Opened 11 years ago
Closed 10 years ago
#606 closed defect (fixed)
VFS sometimes crashes in fibril_switch() on sun4v
| Reported by: | Jakub Jermář | Owned by: | Jakub Jermář |
|---|---|---|---|
| Priority: | major | Milestone: | 0.7.0 |
| Component: | helenos-build/sparc64 | Version: | mainline |
| Keywords: | sun4v | Cc: | |
| Blocker for: | Depends on: | ||
| See also: | #324 |
Description
After mainline,1921, mainline,1922 and mainline,1923, HelenOS/sun4v can make it quite far into userspace initialization. As far as stability is concerned, the only problem seems to be around this area in fibril.c:
fibril_t *srcf = __tcb_get()->fibril_data;
if (stype != FIBRIL_FROM_DEAD) {
/* Save current state */
if (!context_save(&srcf->ctx)) {
if (serialization_count)
srcf->flags &= ~FIBRIL_SERIALIZED;
if (srcf->clean_after_me) { <========== HERE
/*
* Cleanup after the dead fibril from which we
* restored context here.
*/
void *stack = srcf->clean_after_me->stack; <=========== or HERE
if (stack) {
/*
* This check is necessary because a
* thread could have exited like a
* normal fibril using the
* FIBRIL_FROM_DEAD switch type. In that
* case, its fibril will not have the
* stack member filled.
*/
Either srcf→clean_after_me or srcf→clean_after_me→stack contain some garbage (unaligned or unmapped).

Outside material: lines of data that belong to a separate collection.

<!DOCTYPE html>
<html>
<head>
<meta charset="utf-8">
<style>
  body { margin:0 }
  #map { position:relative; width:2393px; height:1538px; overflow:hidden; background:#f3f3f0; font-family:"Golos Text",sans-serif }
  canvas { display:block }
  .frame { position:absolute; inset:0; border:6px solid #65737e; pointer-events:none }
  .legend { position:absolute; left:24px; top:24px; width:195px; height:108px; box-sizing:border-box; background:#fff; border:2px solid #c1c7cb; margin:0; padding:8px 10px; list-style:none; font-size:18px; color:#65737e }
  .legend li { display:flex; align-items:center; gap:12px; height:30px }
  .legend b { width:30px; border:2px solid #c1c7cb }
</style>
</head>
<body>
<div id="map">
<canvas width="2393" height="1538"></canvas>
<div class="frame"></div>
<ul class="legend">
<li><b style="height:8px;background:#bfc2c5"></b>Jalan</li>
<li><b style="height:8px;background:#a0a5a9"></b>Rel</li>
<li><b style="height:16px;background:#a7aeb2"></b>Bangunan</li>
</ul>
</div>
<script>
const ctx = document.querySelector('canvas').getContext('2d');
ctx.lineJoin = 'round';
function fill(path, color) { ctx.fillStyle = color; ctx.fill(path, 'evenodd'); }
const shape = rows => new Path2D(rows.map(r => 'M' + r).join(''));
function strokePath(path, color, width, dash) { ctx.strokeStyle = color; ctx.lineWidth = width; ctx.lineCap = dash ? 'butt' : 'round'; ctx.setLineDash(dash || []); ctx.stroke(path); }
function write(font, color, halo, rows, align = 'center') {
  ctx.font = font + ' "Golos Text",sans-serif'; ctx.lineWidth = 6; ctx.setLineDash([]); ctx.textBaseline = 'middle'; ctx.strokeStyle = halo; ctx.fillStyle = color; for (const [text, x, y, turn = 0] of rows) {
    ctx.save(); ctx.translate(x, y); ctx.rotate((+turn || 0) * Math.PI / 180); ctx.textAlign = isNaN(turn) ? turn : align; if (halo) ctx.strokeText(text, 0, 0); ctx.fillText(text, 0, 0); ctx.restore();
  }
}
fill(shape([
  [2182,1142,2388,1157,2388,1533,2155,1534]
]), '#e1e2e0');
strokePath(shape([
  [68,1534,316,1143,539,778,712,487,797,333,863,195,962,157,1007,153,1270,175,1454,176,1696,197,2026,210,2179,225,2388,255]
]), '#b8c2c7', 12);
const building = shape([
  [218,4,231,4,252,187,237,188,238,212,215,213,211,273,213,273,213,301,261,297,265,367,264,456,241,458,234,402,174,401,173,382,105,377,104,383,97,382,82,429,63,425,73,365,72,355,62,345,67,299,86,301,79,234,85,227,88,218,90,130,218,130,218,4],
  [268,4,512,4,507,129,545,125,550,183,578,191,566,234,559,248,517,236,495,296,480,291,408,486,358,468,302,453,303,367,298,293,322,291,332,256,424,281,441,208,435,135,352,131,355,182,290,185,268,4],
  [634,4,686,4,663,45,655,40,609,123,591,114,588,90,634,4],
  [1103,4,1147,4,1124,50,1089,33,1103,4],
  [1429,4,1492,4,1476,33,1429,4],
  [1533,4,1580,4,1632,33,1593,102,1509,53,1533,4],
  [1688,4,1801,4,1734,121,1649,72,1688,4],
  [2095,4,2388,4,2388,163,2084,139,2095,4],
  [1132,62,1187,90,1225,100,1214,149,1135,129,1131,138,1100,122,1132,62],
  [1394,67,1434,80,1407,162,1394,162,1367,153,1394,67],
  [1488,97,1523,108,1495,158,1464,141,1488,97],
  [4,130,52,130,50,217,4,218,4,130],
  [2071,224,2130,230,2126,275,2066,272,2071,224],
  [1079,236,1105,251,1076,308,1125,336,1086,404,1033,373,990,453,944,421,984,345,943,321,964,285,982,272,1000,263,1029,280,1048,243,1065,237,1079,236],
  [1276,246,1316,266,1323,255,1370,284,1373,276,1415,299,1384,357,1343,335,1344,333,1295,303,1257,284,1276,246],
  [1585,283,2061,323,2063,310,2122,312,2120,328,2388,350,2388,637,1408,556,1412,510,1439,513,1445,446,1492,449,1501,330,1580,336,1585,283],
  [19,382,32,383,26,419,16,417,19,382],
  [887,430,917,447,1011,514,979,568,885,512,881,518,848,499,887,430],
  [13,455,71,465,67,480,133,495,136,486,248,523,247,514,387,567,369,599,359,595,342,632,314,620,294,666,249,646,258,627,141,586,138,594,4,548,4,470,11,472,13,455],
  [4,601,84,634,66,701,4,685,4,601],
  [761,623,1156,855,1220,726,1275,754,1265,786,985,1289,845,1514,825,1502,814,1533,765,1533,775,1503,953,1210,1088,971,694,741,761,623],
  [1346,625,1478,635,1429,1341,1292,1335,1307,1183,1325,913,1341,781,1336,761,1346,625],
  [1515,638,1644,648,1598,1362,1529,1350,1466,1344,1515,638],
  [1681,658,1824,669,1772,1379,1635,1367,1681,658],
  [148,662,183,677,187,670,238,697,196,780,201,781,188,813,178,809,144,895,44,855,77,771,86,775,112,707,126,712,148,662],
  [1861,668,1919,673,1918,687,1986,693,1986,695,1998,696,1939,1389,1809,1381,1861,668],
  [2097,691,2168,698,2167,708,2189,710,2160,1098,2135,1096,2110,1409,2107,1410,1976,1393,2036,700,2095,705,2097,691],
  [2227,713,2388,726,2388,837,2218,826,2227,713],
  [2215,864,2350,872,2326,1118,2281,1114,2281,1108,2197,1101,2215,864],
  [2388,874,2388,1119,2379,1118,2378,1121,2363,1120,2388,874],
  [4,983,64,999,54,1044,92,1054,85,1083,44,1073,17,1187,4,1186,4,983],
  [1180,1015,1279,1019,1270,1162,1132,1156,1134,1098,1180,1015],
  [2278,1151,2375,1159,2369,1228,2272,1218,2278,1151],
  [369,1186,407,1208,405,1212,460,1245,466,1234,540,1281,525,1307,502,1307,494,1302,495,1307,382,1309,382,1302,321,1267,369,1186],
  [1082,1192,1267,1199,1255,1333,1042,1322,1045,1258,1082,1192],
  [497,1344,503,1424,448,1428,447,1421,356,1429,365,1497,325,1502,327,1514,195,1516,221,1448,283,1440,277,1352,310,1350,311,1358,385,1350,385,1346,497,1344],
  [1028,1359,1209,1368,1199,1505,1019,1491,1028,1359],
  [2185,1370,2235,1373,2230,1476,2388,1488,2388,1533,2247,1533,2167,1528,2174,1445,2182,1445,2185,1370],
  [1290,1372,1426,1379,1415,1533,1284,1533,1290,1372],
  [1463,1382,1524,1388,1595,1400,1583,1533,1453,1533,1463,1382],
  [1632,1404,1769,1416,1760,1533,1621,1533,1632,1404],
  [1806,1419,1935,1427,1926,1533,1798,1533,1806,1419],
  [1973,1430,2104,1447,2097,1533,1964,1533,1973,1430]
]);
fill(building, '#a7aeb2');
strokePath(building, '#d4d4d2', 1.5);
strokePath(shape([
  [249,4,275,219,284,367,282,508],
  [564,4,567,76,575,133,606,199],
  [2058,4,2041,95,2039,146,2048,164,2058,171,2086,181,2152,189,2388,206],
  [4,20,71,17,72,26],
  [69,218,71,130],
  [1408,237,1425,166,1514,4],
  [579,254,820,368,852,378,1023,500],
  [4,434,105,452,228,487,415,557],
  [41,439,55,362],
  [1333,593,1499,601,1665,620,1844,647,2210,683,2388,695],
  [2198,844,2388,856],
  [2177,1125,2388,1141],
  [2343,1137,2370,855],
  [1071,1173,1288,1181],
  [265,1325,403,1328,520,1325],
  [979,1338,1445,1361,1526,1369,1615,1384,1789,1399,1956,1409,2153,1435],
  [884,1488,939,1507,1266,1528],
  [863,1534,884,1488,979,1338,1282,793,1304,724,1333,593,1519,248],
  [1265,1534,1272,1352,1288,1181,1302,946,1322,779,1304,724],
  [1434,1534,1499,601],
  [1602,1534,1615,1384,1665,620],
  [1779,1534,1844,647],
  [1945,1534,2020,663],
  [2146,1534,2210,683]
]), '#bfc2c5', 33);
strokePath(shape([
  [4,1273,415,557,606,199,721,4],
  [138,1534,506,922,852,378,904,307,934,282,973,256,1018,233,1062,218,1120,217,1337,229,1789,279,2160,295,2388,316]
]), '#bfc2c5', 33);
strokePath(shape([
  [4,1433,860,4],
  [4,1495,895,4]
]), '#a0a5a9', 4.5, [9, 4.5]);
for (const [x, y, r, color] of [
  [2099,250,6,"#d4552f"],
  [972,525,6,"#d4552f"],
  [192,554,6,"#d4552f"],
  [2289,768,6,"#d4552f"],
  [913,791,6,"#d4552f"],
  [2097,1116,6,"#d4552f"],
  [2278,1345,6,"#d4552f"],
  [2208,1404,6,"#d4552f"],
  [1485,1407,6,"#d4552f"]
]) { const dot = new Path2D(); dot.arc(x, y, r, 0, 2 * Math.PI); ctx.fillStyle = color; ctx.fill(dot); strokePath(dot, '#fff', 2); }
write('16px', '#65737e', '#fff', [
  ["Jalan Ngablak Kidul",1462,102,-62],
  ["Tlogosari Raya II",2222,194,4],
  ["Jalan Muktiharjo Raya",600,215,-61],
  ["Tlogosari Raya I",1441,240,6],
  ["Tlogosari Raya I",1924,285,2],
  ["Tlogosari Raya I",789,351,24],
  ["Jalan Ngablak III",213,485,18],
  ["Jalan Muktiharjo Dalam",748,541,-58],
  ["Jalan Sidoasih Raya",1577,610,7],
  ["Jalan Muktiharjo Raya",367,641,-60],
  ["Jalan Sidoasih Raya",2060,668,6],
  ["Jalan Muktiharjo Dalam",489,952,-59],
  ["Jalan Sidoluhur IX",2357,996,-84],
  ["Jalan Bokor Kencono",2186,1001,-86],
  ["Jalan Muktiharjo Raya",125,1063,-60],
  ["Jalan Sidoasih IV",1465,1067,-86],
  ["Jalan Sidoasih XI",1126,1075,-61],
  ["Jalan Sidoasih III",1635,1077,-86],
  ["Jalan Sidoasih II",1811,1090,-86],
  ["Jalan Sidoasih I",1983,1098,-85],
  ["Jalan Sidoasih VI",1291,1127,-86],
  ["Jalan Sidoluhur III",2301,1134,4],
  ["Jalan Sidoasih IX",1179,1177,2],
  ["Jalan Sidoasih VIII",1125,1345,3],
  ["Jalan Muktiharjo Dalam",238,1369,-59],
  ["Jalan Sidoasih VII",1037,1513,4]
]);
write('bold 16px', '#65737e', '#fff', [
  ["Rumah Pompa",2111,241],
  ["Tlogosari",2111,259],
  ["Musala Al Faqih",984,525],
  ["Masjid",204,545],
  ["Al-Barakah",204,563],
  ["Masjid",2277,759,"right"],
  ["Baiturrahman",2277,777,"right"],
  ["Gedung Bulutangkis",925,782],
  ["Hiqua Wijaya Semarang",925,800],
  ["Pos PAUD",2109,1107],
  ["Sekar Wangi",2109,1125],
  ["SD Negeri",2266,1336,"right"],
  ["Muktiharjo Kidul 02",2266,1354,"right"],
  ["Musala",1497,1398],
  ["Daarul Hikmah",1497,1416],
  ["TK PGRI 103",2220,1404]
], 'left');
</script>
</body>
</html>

The corresponding disasm is here:
c6b4: 82 10 00 07 mov %g7, %g1
c6b8: c4 5f a8 7f ldx [ %fp + 0x87f ], %g2
c6bc: c2 58 60 08 ldx [ %g1 + 8 ], %g1
c6c0: 80 a0 a0 03 cmp %g2, 3
c6c4: 02 40 00 73 be,pn %icc, c890 <fibril_switch+0x250>
c6c8: c2 77 a7 f7 stx %g1, [ %fp + 0x7f7 ]

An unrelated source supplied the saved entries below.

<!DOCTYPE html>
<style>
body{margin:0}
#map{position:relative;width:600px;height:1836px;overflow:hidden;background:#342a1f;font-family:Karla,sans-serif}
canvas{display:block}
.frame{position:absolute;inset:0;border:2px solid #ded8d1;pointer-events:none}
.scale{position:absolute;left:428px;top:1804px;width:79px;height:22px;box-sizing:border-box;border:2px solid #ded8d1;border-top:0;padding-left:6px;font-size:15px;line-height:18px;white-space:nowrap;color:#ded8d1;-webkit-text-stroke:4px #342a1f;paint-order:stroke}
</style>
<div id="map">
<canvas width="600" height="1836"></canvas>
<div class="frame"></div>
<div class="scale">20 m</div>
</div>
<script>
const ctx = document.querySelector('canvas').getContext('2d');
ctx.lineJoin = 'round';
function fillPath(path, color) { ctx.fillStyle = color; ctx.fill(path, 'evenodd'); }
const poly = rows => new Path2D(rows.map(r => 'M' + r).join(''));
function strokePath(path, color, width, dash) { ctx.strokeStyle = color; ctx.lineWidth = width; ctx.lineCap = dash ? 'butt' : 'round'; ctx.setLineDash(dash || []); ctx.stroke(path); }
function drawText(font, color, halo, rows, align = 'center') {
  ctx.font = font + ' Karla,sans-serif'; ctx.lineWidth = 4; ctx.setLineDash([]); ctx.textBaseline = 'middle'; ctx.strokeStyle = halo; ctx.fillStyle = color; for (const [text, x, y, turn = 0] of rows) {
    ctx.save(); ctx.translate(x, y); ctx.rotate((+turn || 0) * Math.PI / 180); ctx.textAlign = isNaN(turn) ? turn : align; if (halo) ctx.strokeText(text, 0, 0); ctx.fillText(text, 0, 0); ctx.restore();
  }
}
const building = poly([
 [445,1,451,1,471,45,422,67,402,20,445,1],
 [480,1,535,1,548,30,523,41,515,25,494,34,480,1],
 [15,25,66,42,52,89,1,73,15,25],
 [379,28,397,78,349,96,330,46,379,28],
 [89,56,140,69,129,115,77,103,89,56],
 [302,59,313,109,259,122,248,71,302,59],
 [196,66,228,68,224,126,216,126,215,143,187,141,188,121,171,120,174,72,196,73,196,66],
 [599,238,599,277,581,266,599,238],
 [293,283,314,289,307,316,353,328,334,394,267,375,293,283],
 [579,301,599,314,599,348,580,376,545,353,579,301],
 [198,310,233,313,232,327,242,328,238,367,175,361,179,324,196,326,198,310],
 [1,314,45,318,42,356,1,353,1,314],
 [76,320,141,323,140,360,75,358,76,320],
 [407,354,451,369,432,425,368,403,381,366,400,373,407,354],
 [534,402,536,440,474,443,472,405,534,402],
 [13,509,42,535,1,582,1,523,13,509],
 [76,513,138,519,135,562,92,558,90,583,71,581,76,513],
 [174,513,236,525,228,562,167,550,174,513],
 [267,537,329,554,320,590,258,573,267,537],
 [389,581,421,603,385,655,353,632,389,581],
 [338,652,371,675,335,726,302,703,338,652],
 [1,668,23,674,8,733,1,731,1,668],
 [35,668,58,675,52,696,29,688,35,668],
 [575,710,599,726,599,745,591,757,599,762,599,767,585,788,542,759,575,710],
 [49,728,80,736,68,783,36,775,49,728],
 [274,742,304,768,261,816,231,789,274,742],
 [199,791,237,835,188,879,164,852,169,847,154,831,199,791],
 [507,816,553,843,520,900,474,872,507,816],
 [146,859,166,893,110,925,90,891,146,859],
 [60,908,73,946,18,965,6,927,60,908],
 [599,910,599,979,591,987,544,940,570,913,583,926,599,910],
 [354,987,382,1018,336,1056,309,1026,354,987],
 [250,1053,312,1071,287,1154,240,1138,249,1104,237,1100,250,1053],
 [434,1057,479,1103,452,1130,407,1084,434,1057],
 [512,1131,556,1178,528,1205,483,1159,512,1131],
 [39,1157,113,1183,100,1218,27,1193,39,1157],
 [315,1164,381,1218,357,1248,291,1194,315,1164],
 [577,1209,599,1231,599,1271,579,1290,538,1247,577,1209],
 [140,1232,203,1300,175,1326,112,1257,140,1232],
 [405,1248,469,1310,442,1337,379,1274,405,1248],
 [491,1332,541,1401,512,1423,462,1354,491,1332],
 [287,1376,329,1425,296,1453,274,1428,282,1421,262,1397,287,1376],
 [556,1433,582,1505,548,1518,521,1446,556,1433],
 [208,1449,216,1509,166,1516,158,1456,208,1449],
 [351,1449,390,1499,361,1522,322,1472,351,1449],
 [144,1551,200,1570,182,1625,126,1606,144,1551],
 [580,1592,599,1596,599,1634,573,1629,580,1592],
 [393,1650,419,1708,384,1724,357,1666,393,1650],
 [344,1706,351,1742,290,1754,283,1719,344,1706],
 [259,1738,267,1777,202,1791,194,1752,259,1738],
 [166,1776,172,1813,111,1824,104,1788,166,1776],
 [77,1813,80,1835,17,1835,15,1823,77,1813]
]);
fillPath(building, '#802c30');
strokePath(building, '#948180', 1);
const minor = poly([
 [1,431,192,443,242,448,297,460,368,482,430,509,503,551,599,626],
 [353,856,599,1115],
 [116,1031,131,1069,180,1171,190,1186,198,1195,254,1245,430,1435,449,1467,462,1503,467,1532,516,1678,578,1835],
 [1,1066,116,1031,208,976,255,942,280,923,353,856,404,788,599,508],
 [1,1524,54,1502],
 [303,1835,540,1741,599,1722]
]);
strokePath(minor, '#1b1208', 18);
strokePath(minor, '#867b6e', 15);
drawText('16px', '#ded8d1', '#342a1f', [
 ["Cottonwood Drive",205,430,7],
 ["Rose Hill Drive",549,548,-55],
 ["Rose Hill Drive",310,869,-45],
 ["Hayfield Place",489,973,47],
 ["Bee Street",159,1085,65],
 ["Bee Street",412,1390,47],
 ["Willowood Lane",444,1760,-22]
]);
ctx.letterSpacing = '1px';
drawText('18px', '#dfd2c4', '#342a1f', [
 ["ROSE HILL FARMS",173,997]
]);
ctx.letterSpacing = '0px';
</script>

c6cc: 40 00 53 f5 call 216a0 <context_save>
c6d0: 90 00 60 10 add %g1, 0x10, %o0
c6d4: 80 a2 20 00 cmp %o0, 0
c6d8: 12 40 00 a1 bne,pn %icc, c95c <fibril_switch+0x31c>
c6dc: 03 00 00 00 sethi %hi(0), %g1
c6e0: 82 18 7f e8 xor %g1, -24, %g1
c6e4: c2 01 c0 01 ld [ %g7 + %g1 ], %g1
c6e8: 80 a0 60 00 cmp %g1, 0
c6ec: 12 48 00 2f bne %icc, c7a8 <fibril_switch+0x168>
c6f0: c8 5f a7 f7 ldx [ %fp + 0x7f7 ], %g4
c6f4: ca 5f a7 f7 ldx [ %fp + 0x7f7 ], %g5
c6f8: fa 59 60 c8 ldx [ %g5 + 0xc8 ], %i5 <======== here %g5 is misaligned
c6fc: 22 c7 40 10 brz,a,pn %i5, c73c <fibril_switch+0xfc>
c700: b0 10 20 01 mov 1, %i0
c704: d0 5f 60 a8 ldx [ %i5 + 0xa8 ], %o0
c708: 02 c2 00 06 brz,pn %o0, c720 <fibril_switch+0xe0>
c70c: 01 00 00 00 nop
c710: 7f ff e8 b4 call 69e0 <as_area_destroy>
This crash can be still occasionally encountered also in the CHT pre-integration branch:
http://bazaar.launchpad.net/~jakub/helenos/cht-preintegration/revision/2291
Change History (1)
comment:1 by , 10 years ago
| Component: | helenos/srv/vfs → helenos-build/sparc64 |
|---|---|
| Resolution: | → fixed |
| Status: | new → closed |
Note:
See TracTickets
for help on using tickets.

There was a bug in tlb_invalidate_pages() fixed by mainline,2409 which was most likely causing this issue. As of mainline,2409, I was unable to reproduce the problem both under gem5 and on a real-world T1000.